The only thing we know for sure is that U.S. players will have to submit a petition for remission of funds to the Department of Injustice once the details are finalized. So you have to ask yourself – is this the kind of frustrating, drawn-out and complex process that you want to go through to get your deposited funds from the bank? Are you willing to "stay tuned" for more than a year before the insolvent bank is acquired by a larger entity and you can finally petition that entity (or the government) to reimburse you, at anywhere from 100 to 50 cents on the dollar? Remember, this is really the best-case scenario when severely under-capitalized institutions go bust.
That is especially true if the owners are targets in a civil or criminal investigation, as is the case with Full Tilt. We can easily imagine a situation in which the Department of Injustice indicts a network of major and mid-level U.S. banks on various criminal charges for political reasons, but also as a means of giving those institutions an excuse not to pay out their depositors. Just like it did with Full Tilt, this play could go down after a bunch of board members and upper-level management at these banks have siphoned off billions in compensation, bonuses and redeemed equity shares (many of them already have).
And just like with the major poker sites, there will be one or two high-level guys that take the fall and the rest of the charges will be settled before any sort of trial.
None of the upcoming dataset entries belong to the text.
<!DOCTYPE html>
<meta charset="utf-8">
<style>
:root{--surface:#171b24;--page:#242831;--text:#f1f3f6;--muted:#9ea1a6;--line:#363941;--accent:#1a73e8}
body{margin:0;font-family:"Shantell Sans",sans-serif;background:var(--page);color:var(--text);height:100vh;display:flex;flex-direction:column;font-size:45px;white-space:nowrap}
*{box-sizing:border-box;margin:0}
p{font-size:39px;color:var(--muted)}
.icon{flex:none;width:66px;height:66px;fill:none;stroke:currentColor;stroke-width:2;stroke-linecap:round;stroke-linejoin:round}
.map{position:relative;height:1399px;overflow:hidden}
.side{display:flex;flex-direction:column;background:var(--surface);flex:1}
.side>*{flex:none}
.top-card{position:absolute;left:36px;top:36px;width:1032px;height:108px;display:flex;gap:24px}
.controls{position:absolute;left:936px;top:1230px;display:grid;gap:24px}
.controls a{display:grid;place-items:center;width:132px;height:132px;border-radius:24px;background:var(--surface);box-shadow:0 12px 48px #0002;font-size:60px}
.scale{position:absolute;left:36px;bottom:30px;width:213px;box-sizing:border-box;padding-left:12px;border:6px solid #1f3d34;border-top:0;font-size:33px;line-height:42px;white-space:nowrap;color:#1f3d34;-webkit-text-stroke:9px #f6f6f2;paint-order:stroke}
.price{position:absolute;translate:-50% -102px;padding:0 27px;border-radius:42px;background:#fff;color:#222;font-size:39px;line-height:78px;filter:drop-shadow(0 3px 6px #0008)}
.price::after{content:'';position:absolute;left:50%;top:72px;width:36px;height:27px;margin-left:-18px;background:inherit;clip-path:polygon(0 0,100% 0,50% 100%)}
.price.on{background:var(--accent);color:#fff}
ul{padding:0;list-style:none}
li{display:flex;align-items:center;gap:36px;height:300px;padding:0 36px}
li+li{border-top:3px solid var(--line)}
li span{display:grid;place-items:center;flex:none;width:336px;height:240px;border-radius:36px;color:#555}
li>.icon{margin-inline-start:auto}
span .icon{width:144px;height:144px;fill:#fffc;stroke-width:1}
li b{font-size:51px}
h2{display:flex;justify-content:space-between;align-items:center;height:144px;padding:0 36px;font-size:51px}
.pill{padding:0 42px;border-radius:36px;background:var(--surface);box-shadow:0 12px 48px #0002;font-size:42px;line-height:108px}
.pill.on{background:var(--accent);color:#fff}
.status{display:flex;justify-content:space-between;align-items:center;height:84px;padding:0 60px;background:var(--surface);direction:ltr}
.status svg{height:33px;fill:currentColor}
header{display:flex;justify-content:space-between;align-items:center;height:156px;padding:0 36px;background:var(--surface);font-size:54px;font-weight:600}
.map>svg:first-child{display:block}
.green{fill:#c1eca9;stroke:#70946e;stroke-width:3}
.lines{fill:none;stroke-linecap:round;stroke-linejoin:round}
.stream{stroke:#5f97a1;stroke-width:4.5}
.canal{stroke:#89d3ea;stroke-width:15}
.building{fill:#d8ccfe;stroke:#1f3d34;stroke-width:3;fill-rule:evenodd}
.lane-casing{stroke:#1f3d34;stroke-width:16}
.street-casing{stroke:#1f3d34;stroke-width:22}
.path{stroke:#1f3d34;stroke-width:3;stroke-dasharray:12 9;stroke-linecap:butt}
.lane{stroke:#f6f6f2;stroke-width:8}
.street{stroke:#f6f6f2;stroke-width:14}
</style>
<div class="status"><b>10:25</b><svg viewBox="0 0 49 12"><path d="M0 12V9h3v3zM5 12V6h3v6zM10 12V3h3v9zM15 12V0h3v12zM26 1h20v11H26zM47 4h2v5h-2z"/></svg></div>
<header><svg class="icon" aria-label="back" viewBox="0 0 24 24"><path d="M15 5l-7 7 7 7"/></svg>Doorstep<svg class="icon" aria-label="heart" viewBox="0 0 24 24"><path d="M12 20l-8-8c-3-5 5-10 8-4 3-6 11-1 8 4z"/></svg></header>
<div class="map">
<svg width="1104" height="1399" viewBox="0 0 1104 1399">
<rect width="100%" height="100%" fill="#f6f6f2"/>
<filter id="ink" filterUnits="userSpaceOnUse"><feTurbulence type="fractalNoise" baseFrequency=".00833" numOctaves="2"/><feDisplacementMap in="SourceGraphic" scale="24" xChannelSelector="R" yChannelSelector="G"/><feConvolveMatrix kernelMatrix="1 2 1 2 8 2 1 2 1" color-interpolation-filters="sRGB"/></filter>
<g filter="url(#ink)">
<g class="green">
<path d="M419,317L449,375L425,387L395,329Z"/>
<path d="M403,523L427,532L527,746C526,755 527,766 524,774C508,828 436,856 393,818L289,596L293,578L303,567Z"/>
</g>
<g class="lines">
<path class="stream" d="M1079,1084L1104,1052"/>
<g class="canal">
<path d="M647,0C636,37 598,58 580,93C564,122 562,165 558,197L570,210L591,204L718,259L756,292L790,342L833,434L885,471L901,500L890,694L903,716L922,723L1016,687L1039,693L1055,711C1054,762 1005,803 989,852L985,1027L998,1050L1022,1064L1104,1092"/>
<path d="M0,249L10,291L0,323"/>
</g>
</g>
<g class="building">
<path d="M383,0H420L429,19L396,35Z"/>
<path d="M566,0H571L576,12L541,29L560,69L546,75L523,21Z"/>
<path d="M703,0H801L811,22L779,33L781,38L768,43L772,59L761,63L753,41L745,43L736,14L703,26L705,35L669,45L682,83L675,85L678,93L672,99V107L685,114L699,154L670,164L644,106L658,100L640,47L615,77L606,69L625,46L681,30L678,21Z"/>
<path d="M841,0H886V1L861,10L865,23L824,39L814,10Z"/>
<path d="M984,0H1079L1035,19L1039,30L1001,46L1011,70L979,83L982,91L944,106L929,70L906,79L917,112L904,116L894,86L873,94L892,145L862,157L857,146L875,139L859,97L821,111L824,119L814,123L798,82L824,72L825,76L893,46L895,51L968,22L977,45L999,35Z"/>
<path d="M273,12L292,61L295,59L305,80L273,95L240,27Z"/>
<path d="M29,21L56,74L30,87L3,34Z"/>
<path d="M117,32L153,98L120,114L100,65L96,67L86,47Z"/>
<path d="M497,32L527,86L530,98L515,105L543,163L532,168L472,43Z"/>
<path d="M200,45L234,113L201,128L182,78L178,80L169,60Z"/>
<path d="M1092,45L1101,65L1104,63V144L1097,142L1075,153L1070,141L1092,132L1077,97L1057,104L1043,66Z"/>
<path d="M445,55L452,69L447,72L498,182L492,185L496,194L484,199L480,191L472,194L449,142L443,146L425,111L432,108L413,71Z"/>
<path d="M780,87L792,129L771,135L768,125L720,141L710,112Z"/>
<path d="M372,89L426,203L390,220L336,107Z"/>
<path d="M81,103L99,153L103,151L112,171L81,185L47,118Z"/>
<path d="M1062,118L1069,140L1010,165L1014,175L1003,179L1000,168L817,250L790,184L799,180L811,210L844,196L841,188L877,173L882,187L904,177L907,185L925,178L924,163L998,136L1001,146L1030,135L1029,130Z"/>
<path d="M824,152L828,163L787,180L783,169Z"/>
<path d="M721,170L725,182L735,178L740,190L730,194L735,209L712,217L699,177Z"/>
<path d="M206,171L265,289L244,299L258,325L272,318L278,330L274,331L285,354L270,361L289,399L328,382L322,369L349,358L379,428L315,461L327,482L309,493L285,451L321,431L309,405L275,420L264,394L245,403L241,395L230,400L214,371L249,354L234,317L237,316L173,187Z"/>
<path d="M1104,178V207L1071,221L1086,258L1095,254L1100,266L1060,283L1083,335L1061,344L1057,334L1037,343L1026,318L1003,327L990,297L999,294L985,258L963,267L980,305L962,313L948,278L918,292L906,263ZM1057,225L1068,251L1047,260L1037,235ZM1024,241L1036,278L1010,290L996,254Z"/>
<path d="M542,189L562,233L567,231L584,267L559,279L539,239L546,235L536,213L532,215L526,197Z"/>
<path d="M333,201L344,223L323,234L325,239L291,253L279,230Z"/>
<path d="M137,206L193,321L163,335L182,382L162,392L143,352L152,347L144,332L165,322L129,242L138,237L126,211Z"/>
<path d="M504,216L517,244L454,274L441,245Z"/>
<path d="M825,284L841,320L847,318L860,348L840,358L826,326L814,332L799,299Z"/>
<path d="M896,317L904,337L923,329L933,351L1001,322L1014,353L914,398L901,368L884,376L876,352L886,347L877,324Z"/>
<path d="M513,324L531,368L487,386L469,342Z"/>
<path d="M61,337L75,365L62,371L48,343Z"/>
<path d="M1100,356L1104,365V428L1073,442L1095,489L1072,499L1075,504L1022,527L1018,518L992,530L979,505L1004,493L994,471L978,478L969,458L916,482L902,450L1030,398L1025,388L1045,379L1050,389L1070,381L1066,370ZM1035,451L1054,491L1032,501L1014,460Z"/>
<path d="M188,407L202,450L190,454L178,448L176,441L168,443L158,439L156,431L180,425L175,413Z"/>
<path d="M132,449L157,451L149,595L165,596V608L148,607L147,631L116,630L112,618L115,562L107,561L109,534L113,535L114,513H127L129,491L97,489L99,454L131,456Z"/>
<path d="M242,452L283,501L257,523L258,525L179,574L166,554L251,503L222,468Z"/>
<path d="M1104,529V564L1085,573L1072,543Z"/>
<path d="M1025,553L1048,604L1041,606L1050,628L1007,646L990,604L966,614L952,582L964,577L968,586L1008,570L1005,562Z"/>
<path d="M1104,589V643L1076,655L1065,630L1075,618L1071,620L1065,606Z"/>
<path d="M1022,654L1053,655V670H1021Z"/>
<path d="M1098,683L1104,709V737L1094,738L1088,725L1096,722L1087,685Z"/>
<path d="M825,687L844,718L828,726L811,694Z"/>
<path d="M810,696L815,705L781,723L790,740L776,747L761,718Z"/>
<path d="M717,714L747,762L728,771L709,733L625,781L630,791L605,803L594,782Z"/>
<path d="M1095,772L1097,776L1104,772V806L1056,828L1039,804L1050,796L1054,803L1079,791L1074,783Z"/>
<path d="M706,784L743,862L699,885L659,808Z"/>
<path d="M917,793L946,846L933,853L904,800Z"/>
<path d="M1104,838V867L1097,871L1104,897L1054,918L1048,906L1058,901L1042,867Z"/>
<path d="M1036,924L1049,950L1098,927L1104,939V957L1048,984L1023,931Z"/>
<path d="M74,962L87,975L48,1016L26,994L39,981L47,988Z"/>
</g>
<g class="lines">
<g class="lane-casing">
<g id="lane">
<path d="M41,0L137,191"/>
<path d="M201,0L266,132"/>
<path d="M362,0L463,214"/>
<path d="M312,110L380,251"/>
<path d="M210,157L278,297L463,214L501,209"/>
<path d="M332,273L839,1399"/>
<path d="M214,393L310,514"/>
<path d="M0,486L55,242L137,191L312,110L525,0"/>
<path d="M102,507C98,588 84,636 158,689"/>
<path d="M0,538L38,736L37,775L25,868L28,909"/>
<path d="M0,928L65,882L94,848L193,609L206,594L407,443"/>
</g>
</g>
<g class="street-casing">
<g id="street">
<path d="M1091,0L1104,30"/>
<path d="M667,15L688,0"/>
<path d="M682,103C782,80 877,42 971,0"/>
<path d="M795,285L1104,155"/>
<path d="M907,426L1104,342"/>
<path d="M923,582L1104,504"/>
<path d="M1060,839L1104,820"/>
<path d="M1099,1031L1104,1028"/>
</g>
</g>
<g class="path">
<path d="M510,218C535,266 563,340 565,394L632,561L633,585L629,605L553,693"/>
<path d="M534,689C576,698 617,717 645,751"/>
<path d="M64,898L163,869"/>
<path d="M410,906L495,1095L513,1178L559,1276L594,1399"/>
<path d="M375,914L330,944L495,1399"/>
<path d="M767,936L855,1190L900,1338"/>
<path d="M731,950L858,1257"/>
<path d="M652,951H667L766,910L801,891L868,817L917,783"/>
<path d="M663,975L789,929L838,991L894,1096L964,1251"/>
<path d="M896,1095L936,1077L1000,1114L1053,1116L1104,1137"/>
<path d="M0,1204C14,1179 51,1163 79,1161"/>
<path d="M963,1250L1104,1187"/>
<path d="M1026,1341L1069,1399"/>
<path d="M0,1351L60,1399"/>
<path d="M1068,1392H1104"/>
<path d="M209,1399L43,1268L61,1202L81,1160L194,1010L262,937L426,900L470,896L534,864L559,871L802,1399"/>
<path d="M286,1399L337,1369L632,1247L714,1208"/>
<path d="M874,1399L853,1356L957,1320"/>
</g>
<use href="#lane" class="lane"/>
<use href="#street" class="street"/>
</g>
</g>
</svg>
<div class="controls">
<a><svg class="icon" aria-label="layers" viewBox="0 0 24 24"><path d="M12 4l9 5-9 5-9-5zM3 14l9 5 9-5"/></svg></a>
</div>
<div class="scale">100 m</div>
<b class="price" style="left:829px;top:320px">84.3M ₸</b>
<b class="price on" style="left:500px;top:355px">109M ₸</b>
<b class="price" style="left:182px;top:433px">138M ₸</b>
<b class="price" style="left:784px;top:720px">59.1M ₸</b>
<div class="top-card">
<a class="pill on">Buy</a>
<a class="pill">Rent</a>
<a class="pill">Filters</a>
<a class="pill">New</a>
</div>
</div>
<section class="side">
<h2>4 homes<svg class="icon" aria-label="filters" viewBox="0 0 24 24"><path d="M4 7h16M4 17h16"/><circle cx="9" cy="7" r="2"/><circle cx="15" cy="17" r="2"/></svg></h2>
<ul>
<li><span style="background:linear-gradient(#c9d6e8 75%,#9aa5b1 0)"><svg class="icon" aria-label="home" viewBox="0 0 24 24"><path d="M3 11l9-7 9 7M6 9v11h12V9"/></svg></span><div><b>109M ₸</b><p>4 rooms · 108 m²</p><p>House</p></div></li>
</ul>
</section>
The major difference is – who will be able to rescue the assets of these banks and raise the funds necessary to pay out depositors? We are obviously talking much, much greater factors of losses than those endured by U.S. poker players. And as we know all too well, only central governments can step in to backstop these financial ponzi institutions. By the time such a rescue is necessary again, those government ponzis will have been bled dry by the corporate war machine as well.
I suspect that most Americans and Europeans with large deposits in the bank will easily see 25, 50 or even 100% of those deposits disappear into a black hole, and they will not be nearly as lucky as U.S. poker players in finding any "white knights" to reimburse them. If anything, they will have to wait a solid 6-12 months before hearing anything about how to go about getting their money back, and then perhaps another 6-12 months to actually get it. By that time, the state of the global economy and society will be quite nasty, and those funds may be useless anyway. What kind of capital restrictions will be in place across the Western world by then?
The only smart move is, and has always been, to get whatever money you will need over at least a year or two out of the bank RIGHT NOW. Despite their after-the-fact claims to the contrary, most people in the poker community had no idea how or when Black Friday was going to hit, and how extensive the ensuing monetary damage would be. All I know is that the poker players who, for whatever reason, decided to liquidate all of their funds before April 15, 2011 now look like geniuses, while the rest of us look like chumps. But I don’t really care what I look like… I just want to get back the money that is owed to me and learn from my misplaced trust.